Great systems offer a small number of robustly designed fundamental abstractions and then allow the user to build complex functionality based on the interaction of those abstractions. The greatest example of this is UNIX: everything is a file, Processes, one-way information passing via Pipes and the file system as a tree.

Similarly we built complex functionality using some basic primitives: our image processors are nothing but Pods themselves getting manifests from the Kubernetes API Server. We gave our Pods permissions to create and update manifests using Cluster Roles and bound them to Service Accounts. For making changes to the Kubernetes Worker Nodes itself to support say newer harddrives or storing data into blob stores we could run our Operator’s Pod’s containers with a privileged security context thus allow it modify the worker nodes itself.
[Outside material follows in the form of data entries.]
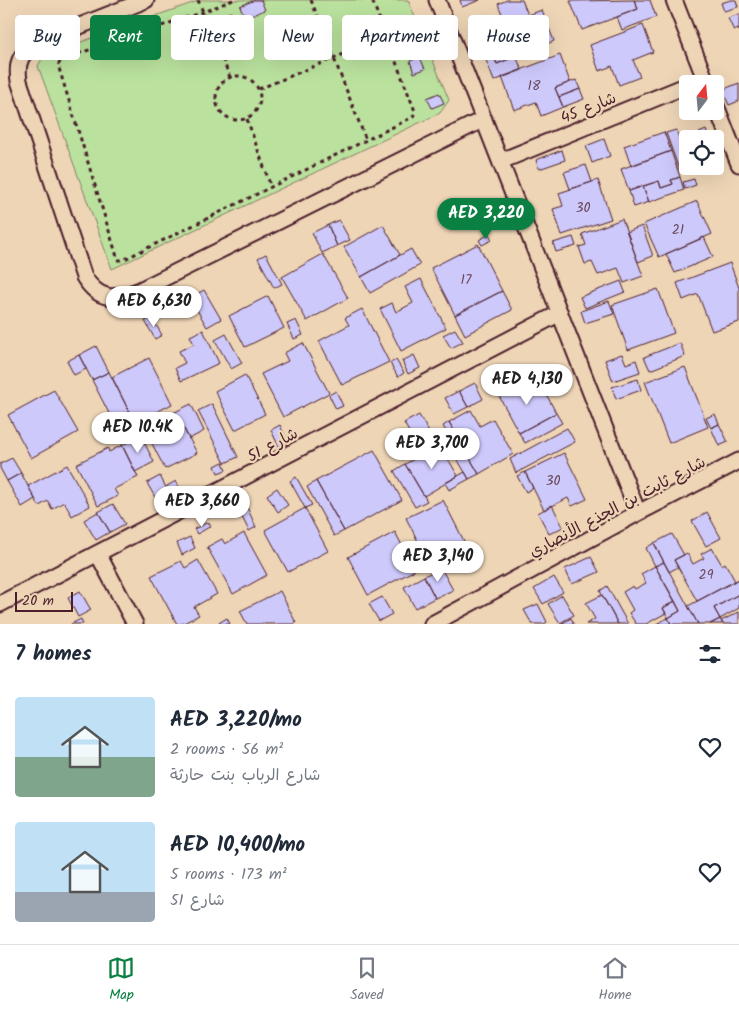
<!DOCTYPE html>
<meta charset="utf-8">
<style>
body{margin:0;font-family:Kalam,"Playpen Sans Arabic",sans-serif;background:#f2f2f3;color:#1f2937;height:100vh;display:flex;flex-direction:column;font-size:19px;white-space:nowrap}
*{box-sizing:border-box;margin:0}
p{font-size:16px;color:#747a83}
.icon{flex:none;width:28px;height:28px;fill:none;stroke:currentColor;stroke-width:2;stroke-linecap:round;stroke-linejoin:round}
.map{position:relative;height:624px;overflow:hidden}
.panel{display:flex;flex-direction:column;background:#fff;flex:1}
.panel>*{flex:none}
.banner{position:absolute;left:15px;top:15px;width:710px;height:45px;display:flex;gap:10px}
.needle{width:32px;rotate:16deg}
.fabs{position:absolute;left:679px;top:75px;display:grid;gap:10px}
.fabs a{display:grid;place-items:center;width:45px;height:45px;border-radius:5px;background:#fff;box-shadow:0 5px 20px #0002;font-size:25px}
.scale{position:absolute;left:15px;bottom:12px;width:58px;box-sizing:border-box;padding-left:5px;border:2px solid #4a1f2b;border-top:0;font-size:14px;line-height:18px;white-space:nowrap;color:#4a1f2b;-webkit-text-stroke:4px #eed5b6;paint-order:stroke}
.price{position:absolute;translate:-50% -42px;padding:0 11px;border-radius:18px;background:#fff;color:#222;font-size:16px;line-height:32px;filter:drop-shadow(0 1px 2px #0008)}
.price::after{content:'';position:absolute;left:50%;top:30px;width:15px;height:11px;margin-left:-8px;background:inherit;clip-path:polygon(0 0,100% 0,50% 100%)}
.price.selected{background:#0b8043;color:#fff}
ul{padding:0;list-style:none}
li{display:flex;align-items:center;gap:15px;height:125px;padding:0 15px}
li span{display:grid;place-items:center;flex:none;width:140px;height:100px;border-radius:5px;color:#555}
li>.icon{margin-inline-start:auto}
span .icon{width:60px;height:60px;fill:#fffc;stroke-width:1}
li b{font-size:21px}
h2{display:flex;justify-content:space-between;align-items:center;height:60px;padding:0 15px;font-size:21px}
.tag{padding:0 18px;border-radius:5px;background:#fff;box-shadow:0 5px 20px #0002;font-size:18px;line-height:45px}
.tag.selected{background:#0b8043;color:#fff}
.tabs{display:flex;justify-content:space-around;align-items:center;height:70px;border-top:1px solid #e0e1e3;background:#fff;font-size:14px;color:#747a83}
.tabs a{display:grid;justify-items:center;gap:2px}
.tabs .selected{color:#0b8043}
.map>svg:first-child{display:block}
</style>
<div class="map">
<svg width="739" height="624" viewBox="0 0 739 624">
<rect width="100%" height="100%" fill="#eed5b6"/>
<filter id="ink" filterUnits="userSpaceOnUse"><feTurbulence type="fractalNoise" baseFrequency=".02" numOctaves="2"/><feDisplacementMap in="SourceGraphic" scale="10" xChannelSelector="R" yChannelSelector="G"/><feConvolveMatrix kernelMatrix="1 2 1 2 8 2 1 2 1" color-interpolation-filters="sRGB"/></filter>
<g filter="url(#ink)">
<path fill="#bae29e" stroke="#828064" d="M201,0H408L449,100L440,113L112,269L38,66L44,55Z"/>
<path fill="#cec9fb" stroke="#4a1f2b" d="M255,0H261L265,10L245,18L240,6Z
M460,0H480L462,7Z
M507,0H522L528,15L542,10L554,41L497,64L484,33L506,24L498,4Z
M634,0L638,9L582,30L570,1Z
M634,0H650L656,17L622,30L617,17L638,9Z
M731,0H736L738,7L724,11L721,3Z
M231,12L235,22L221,27L217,17Z
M739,14V31L738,29L734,31L728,18Z
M197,22L203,36L184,44L178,30Z
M643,25L653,52L633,60L640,77L619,85L612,66L599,71L590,45Z
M560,55L570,82L555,88L563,107L541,116L536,102L514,110L502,77Z
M516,56L522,70L494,81L486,60L494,57L497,64Z
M420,57L425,69L414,73L410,61Z
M576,80L580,89L559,97L555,88Z
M739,83V101L729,105L722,90Z
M580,89L584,99L563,107L559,97Z
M439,93L444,103L432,108L427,98Z
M676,130L688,161V166L690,168L680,172L666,133Z
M706,130L709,139H702L699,133Z
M664,132L671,151L631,166L624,146Z
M604,139L610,156L592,163L586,146Z
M562,150L565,160L539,169L536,160Z
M671,151L680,177L671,180L673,184L661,188L659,181L629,191L621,169Z
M586,165L592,182L570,189L564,172Z
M680,177L684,190L649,202L643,186L659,181L661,188L673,184L671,180Z
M694,179L696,185L685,189L683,182Z
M598,180L611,219L562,235L553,209L563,206L559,193Z
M643,186L649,202L634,207L629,191Z
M697,201L712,234L659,257L644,224Z
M622,219L643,276L624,283L618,268L598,275L592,262L585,264L579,247L586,245L582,234Z
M339,220L350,240L337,246L328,225Z
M328,225L337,246L322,253L312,233Z
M383,225L400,255L361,277L344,247Z
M642,226L653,256L638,262L627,232Z
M489,234L492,240L482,245L479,240Z
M573,237L576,246L556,252L553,243Z
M704,237L713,257L675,273L666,254Z
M478,244L502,291L455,315L431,268Z
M411,249L420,265L370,293L361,277Z
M266,254L282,284L274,288L258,258Z
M323,254L348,298L307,321L282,277Z
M730,263L739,288V322L712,331L698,294L683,300L677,283Z
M421,279L446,328L401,351L380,309L392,303L396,312L413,303L405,287Z
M621,281L625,292L585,308L580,297Z
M658,289L674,333L628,350L612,305Z
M204,290L221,319L207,327L190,298Z
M502,291L512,310L465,335L455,315Z
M268,296L284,328L245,347L229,316Z
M609,301L614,314L585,323L581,311Z
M362,309L389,362L342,385L319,341L349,325L345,318Z
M152,318L162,335L155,339L145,321Z
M296,320L303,335L294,339L287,324Z
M455,329L463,342L451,348L443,335Z
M203,330L219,363L181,381L175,368L185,363L179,351L194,344L190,336Z
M226,334L242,363L231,369L215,340Z
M303,343L329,393L283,417L261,374L288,361L284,353Z
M680,343L685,356L650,370L644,357Z
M96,346L109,372L92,380L79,355Z
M622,354L626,364L636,360L640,372L613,381L605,360Z
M79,355L86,369L74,375L67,361Z
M414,355L420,368L408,374L402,361Z
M149,358L172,404L135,423L112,377Z
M396,360L404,373L398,377L390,363Z
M685,367L708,427L669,443L645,382Z
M109,372L135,423L118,431L92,380Z
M535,372L538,379L532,382L528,375Z
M245,375L265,414L235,430L215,391Z
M638,379L641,390L616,399L612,387Z
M540,382L556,413L519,433L498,394L514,385L518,394Z
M475,383L483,399L468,407L459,391Z
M54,390L78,432L31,458L8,415Z
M336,391L343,406L336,409L329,395Z
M459,391L468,407L454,414L445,398Z
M191,404L204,431L189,439L175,412Z
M212,404L238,457L225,463L198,411Z
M471,410L480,426L493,419L513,454L479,474L449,422Z
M175,412L197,453L165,469L144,428Z
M556,413L562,423L525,443L519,433Z
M715,414L719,424L711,428L706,418Z
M419,415L437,446L422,455L404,423Z
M449,422L457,436L451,440L443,426Z
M135,423L140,434L124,442L118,431Z
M719,424L728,442L719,446L711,428Z
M280,425L288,443L279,447L271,430Z
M567,428L575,442L516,473L510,459Z
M141,436L154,462L135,472L122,445Z
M457,436L479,474L469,479L447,442Z
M122,445L138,477L114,489L118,496L98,506L76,464L108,448L109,452Z
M440,445L458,476L424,496L405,464Z
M374,450L402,500L344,531L316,481Z
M564,453L587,499L572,506L568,498L544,510L525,472Z
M12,458L21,473L7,481L0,468V464Z
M223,462L226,470L218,473L215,466Z
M405,464L427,501L415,507L394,471Z
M67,465L90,506L72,516L64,502L52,509L48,501L39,506L28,486Z
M465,472L469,479L449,490L445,483Z
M525,472L533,488L526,492L517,476Z
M21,473L35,499L22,507L7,481Z
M160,476L172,499L160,506L147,483Z
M296,477L312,505L305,508L290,481Z
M176,481L183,495L174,499L167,486Z
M316,481L344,531L334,536L307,487Z
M277,488L288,505L278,512L267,495Z
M443,500L464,541L427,559L406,518Z
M245,503L256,527L249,531L237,507Z
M113,504L125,524L110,532L98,512Z
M552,505L563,527L549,534L538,513Z
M305,508L328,551L288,572L265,530Z
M98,512L110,532L96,540L84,520Z
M707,512L721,538L706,546L692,521Z
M208,522L211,526L197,534L194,529Z
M395,532L415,570L368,595L348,557Z
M244,533L267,575L233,594L207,547L222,539L225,544Z
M672,534L684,555L674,560L678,567L669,572L654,543Z
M190,537L195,548L182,555L177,543Z
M654,543L664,562L655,566L646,548Z
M712,548L722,565L725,563L735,581L697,601L674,560L687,553L693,564L704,558L701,554Z
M591,557L599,572L572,584L565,569Z
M198,560L217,594L194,607L199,615L182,624H177L151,576L181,561L185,568Z
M664,562L688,606L698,624H671L668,618L680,611L655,566Z
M655,566L675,601L663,608L666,613L646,624H636L629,613L633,610L623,592L633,586L635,589L646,583L641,574Z
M441,568L453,590L435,598L424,576Z
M424,576L435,598L415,608L404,587Z
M554,577L563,592L543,604L534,589Z
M739,579V594L714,608L720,619L710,624H698L688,606Z
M607,586L628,624H618L602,595L600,591Z
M80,591L91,610L78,617L68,598Z
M280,591L296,623L294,624H247L240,611Z
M739,594V608L720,619L714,608Z
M562,595L574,615L560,623L548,604Z
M602,595L618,624H586L595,619L586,603Z
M382,597L392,614L379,621L369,604Z
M675,601L680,611L668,618L663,608Z
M538,604L547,622L544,624H532L524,610Z
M739,612V624H723L721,621Z
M227,618L230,624H217Z
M571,618L574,624H561Z
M668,618L671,624H656Z
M81,619L83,624H71Z
M720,619L723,624H710Z"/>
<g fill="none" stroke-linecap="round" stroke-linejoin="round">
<g stroke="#4a1f2b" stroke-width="19">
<path id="minor" d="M146,0L39,42C21,52 16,61 19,81L84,277C99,301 114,300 138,291L484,119
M437,0L638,513
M674,0L707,84
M715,103L739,164
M501,161L688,85
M98,554L135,624
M0,604L560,313
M432,624L638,513L739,461"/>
</g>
<path stroke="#4a1f2b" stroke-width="3" stroke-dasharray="4 4" stroke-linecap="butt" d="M198,0L230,77
M233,0L203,12L62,59L58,65L118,260H123L413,117L415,111L372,0
M311,0L366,140
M216 98a22 22 0 1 1 44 0a22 22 0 1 1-44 0Z
M259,89L385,37
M247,119L271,187"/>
<use href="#minor" stroke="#eed5b6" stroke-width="15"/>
</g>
</g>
<g text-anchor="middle" stroke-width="4.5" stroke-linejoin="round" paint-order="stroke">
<g font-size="14" fill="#6b4a5f">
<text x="534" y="90">18</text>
<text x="583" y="212">30</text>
<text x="678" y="234">21</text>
<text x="466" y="284">17</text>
<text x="553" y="485">30</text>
<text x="706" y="579">29</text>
</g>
<g font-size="16" fill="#4a1f2b" stroke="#eed5b6">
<text transform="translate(588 107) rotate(-22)" y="6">شارع 45</text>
<text transform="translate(272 444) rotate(-28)" y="6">شارع 51</text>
<text transform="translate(617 506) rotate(-28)" y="6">شارع ثابت بن الجذع الأنصاري</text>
</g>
</g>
</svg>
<div class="fabs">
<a><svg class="needle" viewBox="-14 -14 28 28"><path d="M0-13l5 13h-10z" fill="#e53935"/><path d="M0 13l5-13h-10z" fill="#747a83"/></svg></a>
<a><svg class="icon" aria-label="locate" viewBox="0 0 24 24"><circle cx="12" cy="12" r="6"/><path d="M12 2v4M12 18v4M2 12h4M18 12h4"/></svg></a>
</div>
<div class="scale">20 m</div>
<b class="price selected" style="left:486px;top:240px">AED 3,220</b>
<b class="price" style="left:154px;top:328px">AED 6,630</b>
<b class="price" style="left:527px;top:406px">AED 4,130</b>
<b class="price" style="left:138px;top:454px">AED 10.4K</b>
<b class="price" style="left:432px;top:470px">AED 3,700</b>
<b class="price" style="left:202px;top:528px">AED 3,660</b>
<b class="price" style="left:438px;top:583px">AED 3,140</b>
<div class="banner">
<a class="tag">Buy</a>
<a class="tag selected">Rent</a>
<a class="tag">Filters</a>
<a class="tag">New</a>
<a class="tag">Apartment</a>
<a class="tag">House</a>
</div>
</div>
<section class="panel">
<h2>7 homes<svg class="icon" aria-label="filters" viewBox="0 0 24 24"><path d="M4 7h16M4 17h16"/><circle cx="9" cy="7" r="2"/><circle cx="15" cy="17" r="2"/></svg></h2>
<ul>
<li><span style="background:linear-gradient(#bfe0f5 60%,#7fa58c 0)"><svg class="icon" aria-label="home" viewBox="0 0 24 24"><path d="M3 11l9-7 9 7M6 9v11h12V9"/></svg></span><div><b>AED 3,220/mo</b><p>2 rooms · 56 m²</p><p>شارع الرباب بنت حارثة</p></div><svg class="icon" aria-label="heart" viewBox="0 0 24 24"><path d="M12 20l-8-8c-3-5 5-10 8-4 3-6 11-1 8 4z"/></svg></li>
<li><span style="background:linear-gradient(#bfe0f5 70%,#9aa5b1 0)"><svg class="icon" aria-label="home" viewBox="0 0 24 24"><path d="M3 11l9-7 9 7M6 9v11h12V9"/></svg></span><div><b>AED 10,400/mo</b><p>5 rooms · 173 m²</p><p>شارع 51</p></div><svg class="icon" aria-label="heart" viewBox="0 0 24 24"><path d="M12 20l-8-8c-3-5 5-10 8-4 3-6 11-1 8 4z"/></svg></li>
</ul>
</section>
<nav class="tabs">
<a class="selected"><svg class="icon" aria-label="map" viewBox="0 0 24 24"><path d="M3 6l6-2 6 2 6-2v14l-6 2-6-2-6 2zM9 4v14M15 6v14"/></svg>Map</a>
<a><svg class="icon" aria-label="saved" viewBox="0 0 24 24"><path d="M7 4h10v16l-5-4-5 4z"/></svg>Saved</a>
<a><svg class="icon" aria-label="home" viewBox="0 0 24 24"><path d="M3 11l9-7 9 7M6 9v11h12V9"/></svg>Home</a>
</nav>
Kubernetes is a complex system. As an application Developer, I experienced immense frustration trying to get my deployments working as intended on Kubernetes. As a Kubernetes Operator, I understand the need for much of the complexity (ofcourse there remains scope to simplify many things), especially around governance and compliance to ensure that users aren’t really trashing the shared resources of nodes and degrading the performance of workloads of other users.

Kubernetes solves a lot of problems for large organizations around right-sizing and governance/monitoring. Setup right, it can make the infra experience for Application developers a lot simpler and reduce the operational burden. But it is also important to have the right expectations on how long it will take to get comfortable with it. If you are learning to use Kubernetes, do not expect to learn and get comfortable with it in a matter of days, or even weeks. Your journey will be smoother and less traumatizing once you set realistic expectations for yourself and try to figure out what problem is being solved and why before jumping into the solution.